Harry ignorierte ihn. Das war schließlich nicht freiwillig geschehen und Harry hatte gerade einfach keine Kapazitäten frei, um sich auch darüber noch den Kopf zu zerbrechen. "Krätze, wenn du keinen verdammt guten Grund dafür hast, was du da getan hast, dann habe ich gute Lust, dich den beiden einfach zu überlassen!"
Der Mann schluckte. "Harry, es... ich... es tut mir leid." Er ließ den Kopf hängen. "Es gibt keinen guten Grund. Ich war einfach nur feige. ...Es tut weh, dich so zu enttäuschen. Deine Freundschaft bedeutet mir viel. Weißt du, du bist der erste, der in meinem Leben ohne Eigennutz mein Freund geworden ist. Dein Vater, Sirius und Remus waren zu Schulzeiten meine einzigen Freunde, und ich hatte immer das Gefühl, dass es nur aus einer Mischung aus Mitleid und Eigennutz geschah. Es macht schließlich einen guten Eindruck, wenn man den tollpatschigen Außenseiter aufnimmt, nicht wahr? Oh, und natürlich war ich immer gut genug, um meine starken Freunde zu bewundern."
Harry fand es gar nicht toll, seinen Vater in diesem Licht beschrieben zu sehen. Doch die Bitterkeit in Krätzes Stimme war so echt, dass es ihm schwer fiel, an dessen Worten zu zweifeln.
"Du bist der Erste, der mein Freund geworden ist, ohne davon zu profitieren."
"Aber das stimmt ja gar nicht!" Harry konnte sich das nicht schweigend anhören. "Du hast ja keine Ahnung, wie viel ich von unserer Freundschaft profitiert habe! Ohne dich wäre ich immer noch in King's Cross. Ohne dich hätte ich das ganze letzte Jahr über niemanden zum Spielen und Herumtoben gehabt. Ohne dich... ohne dich wäre ich ja nicht einmal mehr am Leben!"
Harry hörte, wie zwei Männer erschrocken die Luft einsogen.
"Harry, ist das wahr?", fragte Lupin. "Hat er dir das Leben gerettet?"
"Ja", sagte Harry verwirrt. "Warum?"
"Eine Lebensschuld...", fluchte Black. "Warum?!"
"Was ist so schrecklich daran, dass er mir das Leben gerettet hat?", grollte Harry.
"Harry, du verstehst nicht... Eine Lebensschuld bedeutet, dass wir ihn nicht einfach so umbringen können. Du schuldest ihm etwas, und da Sirius dein Pate ist, bindet die Schuld auch ihn."
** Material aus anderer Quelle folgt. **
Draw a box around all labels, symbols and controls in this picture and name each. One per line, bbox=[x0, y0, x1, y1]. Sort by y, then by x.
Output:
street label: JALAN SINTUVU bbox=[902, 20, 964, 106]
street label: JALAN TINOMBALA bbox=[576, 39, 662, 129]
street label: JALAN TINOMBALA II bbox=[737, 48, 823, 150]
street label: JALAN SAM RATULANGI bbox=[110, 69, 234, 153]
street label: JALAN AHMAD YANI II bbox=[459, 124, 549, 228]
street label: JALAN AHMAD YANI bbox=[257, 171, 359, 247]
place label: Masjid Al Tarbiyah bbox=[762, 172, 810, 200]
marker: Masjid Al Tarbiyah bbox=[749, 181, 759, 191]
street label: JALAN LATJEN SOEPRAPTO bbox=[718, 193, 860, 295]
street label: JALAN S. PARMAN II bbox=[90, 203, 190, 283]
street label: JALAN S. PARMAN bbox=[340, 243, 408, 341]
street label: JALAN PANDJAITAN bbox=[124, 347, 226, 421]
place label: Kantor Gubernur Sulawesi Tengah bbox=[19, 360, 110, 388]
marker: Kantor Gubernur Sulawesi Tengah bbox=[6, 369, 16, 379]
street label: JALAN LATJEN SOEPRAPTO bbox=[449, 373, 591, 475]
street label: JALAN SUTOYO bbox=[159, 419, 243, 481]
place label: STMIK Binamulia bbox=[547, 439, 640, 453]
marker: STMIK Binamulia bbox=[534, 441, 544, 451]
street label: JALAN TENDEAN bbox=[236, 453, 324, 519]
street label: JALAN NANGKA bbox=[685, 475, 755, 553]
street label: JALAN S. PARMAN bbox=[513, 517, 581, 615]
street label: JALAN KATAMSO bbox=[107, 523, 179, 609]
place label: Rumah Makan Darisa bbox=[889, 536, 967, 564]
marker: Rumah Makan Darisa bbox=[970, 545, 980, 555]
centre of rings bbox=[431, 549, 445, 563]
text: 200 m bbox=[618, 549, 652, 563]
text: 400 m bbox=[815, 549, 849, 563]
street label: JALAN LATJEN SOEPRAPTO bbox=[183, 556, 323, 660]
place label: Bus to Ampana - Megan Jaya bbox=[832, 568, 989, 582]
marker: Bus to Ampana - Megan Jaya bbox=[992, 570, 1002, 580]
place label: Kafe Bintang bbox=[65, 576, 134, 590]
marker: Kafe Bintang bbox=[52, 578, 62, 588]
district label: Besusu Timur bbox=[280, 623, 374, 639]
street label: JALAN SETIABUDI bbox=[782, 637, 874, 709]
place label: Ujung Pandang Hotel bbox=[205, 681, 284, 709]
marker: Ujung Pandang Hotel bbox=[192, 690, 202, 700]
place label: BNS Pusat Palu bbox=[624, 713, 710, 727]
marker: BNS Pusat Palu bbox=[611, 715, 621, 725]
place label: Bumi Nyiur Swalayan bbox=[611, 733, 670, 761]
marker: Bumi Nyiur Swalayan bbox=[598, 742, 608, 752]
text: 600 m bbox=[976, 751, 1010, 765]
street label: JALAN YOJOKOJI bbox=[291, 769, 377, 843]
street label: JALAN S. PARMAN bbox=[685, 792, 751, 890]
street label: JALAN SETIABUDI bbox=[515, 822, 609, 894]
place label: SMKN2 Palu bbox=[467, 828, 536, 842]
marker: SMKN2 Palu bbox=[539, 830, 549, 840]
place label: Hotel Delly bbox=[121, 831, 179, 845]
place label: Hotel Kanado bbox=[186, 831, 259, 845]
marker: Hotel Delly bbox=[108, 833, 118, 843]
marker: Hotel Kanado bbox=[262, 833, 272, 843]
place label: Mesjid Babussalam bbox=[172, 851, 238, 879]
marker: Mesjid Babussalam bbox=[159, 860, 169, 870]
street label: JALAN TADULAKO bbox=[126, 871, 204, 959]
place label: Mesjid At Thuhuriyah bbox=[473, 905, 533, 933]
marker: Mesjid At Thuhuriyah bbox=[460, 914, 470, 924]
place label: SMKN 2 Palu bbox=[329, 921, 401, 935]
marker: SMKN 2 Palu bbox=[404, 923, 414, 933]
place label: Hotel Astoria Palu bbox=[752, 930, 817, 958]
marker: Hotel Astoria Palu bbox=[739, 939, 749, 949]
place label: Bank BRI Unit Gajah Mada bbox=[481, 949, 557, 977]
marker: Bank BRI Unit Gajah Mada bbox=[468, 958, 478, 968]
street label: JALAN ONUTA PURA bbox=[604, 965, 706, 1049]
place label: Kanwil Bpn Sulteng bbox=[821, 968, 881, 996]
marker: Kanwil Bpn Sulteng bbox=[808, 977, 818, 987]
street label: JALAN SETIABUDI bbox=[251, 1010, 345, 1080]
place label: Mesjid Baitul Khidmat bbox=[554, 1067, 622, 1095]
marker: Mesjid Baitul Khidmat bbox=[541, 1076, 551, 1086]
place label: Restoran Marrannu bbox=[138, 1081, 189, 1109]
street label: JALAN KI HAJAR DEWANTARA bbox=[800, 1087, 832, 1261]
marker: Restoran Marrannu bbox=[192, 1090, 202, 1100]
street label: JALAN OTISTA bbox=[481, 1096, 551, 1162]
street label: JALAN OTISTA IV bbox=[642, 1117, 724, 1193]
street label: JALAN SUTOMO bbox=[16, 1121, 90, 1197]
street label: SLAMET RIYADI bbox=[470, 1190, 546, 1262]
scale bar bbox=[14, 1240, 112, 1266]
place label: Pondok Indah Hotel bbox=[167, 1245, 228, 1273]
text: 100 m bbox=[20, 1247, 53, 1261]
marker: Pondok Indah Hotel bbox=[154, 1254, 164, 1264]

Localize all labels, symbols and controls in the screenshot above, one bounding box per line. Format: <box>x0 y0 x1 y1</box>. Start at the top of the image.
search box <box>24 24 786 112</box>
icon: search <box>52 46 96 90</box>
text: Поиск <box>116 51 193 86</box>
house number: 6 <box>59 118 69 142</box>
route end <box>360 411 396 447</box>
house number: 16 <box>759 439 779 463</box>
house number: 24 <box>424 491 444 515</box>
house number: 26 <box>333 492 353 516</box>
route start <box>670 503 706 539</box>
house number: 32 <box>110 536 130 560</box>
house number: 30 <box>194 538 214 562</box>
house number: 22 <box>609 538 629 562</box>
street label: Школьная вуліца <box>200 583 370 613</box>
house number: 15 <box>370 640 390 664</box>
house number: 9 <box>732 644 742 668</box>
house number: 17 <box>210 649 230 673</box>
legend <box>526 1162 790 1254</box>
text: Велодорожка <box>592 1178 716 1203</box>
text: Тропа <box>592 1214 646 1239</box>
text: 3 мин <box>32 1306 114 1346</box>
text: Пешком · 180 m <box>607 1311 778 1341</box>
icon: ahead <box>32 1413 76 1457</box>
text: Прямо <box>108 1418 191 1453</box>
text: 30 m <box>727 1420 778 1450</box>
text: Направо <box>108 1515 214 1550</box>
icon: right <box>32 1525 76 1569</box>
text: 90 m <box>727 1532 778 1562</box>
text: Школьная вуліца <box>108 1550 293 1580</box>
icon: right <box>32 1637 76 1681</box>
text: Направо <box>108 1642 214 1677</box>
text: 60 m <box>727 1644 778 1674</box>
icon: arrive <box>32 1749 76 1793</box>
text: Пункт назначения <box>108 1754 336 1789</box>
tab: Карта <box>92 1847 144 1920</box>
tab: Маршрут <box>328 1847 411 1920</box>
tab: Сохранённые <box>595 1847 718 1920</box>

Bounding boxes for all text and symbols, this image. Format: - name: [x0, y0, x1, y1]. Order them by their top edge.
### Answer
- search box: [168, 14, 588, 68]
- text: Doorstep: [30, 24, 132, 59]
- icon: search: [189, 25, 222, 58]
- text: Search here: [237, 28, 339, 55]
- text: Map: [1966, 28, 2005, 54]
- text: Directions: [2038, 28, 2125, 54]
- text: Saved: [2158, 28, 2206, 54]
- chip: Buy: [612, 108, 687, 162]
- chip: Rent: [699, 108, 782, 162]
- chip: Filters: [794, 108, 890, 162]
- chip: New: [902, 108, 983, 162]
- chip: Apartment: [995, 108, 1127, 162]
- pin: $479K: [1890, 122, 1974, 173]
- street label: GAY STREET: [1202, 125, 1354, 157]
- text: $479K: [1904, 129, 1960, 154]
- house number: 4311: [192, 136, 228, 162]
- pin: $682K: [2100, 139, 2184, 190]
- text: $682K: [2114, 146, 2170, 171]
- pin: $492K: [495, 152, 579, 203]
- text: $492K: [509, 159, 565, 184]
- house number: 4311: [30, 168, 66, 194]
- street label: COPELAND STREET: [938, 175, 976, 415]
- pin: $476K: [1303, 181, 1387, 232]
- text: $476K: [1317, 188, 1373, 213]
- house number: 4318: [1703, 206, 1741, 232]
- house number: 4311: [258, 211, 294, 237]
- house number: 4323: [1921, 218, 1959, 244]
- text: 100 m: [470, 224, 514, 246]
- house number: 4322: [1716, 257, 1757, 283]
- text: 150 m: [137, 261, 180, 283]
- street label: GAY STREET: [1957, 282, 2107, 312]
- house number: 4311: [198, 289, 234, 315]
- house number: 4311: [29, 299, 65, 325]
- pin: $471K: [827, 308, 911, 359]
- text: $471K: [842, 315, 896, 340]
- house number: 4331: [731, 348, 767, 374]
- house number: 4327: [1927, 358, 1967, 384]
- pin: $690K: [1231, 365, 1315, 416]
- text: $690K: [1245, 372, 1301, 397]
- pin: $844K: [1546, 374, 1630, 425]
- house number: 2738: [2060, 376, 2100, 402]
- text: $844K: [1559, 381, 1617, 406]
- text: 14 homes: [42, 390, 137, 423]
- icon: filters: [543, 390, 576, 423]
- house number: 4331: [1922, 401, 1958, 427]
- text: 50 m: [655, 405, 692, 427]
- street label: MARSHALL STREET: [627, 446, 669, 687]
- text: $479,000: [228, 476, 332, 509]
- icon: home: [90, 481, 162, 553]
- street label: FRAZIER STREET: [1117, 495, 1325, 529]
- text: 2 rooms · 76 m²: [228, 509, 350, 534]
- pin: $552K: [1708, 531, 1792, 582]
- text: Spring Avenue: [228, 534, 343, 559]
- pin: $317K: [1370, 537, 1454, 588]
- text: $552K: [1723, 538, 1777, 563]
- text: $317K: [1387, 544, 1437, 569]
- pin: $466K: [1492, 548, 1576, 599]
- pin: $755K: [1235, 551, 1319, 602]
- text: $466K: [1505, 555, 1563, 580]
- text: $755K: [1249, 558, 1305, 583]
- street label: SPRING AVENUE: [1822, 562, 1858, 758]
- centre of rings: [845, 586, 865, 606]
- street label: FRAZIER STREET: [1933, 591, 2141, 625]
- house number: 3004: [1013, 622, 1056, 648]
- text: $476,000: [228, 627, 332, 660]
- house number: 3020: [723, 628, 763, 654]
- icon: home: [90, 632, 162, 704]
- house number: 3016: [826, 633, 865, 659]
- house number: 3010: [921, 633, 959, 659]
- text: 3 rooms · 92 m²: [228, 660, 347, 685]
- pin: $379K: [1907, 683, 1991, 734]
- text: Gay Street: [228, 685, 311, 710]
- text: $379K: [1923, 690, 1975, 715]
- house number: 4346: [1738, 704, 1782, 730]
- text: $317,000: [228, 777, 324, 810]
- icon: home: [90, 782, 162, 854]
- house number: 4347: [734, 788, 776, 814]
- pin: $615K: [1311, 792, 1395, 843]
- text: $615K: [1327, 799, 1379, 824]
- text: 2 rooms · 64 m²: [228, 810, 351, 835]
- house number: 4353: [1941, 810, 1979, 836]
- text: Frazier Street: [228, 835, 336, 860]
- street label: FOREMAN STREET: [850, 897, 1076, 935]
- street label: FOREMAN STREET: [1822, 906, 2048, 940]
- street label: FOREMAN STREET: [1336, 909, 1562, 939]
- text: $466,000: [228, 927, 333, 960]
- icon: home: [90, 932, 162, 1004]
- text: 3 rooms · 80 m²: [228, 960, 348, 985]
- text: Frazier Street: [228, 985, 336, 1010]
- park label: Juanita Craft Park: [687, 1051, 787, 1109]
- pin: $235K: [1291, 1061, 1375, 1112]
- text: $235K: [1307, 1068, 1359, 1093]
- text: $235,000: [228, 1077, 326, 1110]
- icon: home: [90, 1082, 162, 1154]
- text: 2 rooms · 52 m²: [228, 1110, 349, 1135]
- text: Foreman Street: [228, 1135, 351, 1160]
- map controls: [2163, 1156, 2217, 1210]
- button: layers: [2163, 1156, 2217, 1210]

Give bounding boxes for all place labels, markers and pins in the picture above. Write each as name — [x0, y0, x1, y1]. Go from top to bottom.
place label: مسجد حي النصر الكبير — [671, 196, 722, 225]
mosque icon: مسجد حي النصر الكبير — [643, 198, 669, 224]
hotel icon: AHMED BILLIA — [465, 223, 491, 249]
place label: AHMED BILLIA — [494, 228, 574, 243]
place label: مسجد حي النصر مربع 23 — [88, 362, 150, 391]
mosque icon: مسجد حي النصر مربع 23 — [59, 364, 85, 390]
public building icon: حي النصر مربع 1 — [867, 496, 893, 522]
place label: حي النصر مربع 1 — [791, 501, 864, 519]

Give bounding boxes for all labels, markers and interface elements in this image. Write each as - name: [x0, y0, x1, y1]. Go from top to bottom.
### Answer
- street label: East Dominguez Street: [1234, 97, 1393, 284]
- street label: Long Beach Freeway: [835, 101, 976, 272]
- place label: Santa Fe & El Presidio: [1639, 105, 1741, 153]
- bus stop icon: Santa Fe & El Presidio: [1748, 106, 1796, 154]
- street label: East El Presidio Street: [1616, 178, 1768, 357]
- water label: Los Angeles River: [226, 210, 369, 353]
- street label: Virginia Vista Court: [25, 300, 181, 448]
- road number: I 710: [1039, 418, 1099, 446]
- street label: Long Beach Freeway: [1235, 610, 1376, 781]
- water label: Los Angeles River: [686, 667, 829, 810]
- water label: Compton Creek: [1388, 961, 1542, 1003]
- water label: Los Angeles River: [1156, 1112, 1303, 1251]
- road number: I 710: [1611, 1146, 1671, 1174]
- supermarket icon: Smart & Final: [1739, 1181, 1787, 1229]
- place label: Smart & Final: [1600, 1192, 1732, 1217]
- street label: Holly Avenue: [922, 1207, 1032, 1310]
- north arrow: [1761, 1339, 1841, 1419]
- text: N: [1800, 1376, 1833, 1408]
"Pate!" Harry brauchte einen Moment, um das zu verdauen. Dann sah er Lupin an. "Und Sie?"
Lupin schüttelte den Kopf. "Ich bin nicht gebunden. Doch wenn ich Peter etwas antun wollte, wäre Sirius verpflichtet, mich aufzuhalten."
"Aha." Harry hing immer noch dem vorigen Punkt nach. "Nochmal langsam – sagten Sie gerade, Black sei mein Pate?"
"Ja, Harry", seufzte der niedergeschlagen. "Aber ich habe so das Gefühl, dass du mich gar nicht in deinem Leben haben willst."
Harry riss ungläubig die Augen auf. "Na entschuldigen Sie mal! Ich sehe Sie heute zum ersten Mal!"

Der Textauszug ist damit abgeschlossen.